= Task description =
Collect every line in the records below that contains the word "canvas".

━━━━━ Materials provided

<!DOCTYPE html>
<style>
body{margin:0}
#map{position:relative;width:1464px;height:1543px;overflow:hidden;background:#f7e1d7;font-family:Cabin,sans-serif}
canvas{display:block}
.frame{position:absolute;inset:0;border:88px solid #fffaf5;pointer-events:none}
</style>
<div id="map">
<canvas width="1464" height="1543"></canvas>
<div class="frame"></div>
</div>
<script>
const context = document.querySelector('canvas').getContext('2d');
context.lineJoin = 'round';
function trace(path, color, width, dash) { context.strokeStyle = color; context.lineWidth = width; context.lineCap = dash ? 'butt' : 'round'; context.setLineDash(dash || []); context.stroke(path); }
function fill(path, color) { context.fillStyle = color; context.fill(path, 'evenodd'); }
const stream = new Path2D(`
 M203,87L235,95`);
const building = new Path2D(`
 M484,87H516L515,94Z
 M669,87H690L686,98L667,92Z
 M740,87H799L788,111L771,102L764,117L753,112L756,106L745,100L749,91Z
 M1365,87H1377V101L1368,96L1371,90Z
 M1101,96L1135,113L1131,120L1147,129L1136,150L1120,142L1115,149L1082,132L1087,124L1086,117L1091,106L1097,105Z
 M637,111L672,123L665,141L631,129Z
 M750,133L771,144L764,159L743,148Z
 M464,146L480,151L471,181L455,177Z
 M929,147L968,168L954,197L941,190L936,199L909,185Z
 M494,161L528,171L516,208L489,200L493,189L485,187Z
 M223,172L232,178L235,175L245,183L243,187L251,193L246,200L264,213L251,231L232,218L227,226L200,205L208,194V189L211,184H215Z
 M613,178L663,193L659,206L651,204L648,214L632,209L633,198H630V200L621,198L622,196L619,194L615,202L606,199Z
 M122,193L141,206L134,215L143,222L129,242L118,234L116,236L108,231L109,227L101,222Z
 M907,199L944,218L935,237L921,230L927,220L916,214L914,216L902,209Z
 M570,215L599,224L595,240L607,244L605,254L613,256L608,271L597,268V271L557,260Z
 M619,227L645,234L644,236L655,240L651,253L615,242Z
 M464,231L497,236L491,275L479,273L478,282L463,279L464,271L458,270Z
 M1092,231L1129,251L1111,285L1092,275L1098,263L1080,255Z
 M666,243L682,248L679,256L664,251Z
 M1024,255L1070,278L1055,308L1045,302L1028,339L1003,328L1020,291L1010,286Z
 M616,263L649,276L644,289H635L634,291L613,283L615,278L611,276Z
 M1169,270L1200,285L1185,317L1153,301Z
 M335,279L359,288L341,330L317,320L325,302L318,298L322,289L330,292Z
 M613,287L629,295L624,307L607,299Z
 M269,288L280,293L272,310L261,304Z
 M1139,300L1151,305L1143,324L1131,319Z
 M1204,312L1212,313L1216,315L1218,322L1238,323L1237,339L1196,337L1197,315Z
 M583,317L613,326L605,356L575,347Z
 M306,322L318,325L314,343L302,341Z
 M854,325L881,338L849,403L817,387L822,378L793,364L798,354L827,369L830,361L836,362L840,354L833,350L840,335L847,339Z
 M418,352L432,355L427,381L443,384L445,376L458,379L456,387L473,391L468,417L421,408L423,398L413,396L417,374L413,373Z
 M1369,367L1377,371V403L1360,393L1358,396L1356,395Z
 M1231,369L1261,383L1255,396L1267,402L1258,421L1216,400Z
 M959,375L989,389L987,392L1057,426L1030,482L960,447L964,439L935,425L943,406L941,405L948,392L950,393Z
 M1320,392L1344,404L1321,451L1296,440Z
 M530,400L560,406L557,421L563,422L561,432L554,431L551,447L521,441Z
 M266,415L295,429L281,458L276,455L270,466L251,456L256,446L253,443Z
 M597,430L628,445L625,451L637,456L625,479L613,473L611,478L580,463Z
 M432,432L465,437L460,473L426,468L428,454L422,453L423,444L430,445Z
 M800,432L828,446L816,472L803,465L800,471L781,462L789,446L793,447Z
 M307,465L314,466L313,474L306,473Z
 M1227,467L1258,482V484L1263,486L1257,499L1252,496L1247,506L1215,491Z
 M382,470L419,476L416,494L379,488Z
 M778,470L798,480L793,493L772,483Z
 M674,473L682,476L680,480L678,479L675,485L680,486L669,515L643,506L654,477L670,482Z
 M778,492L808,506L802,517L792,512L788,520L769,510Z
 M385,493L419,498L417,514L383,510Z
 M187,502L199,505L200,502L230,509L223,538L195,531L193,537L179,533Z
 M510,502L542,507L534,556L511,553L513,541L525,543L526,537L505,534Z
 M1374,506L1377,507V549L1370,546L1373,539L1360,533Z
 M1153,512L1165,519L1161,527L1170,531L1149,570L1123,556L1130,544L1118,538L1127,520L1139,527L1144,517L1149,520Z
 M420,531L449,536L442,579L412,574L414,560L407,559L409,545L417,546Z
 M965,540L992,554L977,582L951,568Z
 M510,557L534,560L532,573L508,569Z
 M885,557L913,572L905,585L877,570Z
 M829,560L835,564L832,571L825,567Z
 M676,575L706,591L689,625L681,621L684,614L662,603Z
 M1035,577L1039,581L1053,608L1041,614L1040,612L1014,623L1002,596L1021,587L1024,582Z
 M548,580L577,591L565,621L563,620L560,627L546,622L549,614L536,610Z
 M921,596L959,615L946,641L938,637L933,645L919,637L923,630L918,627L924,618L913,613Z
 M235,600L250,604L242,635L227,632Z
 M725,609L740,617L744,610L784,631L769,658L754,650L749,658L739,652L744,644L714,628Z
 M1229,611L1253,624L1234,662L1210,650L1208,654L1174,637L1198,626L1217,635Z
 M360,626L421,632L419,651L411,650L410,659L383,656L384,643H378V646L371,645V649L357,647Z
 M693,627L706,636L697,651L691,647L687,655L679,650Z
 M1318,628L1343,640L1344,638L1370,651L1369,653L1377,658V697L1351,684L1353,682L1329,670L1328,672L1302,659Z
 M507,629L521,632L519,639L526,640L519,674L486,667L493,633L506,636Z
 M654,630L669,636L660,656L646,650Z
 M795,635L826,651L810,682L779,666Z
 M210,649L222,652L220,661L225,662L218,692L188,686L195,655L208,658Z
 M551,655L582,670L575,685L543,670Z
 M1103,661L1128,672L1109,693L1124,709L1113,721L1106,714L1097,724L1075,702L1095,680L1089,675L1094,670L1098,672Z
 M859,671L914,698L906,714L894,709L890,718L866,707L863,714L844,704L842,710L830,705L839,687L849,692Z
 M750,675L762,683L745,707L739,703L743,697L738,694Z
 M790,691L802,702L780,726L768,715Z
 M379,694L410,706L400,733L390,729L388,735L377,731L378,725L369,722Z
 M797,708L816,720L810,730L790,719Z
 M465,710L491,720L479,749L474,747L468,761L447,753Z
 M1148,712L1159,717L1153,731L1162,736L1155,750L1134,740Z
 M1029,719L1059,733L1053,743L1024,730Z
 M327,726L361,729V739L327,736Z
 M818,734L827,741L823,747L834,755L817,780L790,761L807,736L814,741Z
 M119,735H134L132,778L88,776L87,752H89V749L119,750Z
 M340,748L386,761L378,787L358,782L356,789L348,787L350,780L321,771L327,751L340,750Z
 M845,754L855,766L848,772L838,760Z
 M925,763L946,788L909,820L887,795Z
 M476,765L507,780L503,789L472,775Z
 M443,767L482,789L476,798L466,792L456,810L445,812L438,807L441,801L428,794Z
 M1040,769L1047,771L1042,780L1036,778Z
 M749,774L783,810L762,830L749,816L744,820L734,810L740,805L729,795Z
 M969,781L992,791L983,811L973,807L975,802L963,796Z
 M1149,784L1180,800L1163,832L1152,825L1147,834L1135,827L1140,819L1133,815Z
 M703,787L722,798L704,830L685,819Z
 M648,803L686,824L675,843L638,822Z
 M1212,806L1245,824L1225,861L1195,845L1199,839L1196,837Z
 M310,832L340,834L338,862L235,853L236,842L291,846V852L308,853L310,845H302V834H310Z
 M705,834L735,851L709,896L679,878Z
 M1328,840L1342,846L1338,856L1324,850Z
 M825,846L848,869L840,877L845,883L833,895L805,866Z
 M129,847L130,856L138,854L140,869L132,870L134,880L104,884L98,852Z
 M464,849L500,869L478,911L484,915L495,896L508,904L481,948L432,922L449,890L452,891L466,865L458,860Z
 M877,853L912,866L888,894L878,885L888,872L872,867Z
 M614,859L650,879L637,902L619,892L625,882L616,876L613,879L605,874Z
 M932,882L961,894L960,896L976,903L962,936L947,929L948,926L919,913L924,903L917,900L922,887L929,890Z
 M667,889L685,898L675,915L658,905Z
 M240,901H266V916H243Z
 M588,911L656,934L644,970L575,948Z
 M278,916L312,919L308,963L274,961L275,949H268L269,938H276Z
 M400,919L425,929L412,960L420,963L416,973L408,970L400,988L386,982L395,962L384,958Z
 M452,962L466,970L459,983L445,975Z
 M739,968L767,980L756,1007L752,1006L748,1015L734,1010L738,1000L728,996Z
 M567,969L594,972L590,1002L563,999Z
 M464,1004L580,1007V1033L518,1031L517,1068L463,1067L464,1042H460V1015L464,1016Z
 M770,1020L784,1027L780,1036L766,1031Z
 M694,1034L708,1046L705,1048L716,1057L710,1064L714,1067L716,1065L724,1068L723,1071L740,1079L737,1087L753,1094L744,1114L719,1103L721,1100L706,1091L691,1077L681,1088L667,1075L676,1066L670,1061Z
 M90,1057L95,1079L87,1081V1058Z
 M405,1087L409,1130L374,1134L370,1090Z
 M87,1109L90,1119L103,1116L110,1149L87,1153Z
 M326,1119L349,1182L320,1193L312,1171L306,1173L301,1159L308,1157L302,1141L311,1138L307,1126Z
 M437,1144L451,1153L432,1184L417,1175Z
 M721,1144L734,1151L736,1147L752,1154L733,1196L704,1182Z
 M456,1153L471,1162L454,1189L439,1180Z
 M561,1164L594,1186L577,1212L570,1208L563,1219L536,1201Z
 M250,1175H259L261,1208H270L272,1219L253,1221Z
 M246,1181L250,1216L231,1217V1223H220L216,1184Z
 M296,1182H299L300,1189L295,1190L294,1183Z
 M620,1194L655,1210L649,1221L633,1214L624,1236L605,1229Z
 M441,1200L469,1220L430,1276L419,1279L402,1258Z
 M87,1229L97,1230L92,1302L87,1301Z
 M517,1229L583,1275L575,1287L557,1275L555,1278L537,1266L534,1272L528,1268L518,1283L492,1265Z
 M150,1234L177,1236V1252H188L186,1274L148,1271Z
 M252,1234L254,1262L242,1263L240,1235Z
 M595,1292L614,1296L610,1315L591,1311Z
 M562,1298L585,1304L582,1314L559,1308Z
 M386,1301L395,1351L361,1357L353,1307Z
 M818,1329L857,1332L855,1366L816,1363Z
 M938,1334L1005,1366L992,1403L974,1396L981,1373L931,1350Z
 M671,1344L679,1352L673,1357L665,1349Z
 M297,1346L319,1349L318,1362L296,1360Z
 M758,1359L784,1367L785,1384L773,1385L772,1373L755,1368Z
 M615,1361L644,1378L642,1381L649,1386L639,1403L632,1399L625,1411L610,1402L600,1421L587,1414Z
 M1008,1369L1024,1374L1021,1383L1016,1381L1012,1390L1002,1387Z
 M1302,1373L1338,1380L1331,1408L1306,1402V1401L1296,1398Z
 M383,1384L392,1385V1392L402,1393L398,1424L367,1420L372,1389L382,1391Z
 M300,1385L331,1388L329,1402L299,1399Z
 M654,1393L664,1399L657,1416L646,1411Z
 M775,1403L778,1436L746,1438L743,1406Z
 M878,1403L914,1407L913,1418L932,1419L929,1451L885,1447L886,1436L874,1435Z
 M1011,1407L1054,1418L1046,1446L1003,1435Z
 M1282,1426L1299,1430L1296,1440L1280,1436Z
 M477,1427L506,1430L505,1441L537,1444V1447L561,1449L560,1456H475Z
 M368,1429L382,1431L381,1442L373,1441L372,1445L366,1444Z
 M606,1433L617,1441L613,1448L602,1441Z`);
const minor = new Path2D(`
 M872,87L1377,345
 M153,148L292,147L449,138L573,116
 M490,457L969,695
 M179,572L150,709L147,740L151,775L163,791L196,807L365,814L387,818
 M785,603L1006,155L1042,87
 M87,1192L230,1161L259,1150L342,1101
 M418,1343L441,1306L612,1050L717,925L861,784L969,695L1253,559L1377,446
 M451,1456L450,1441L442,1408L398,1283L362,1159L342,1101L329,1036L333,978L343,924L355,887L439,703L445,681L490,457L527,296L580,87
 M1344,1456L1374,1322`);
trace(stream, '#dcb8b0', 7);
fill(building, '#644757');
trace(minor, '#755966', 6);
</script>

━━━━━━━━━━

= Result below =
canvas{display:block}
<canvas width="1464" height="1543"></canvas>
const context = document.querySelector('canvas').getContext('2d');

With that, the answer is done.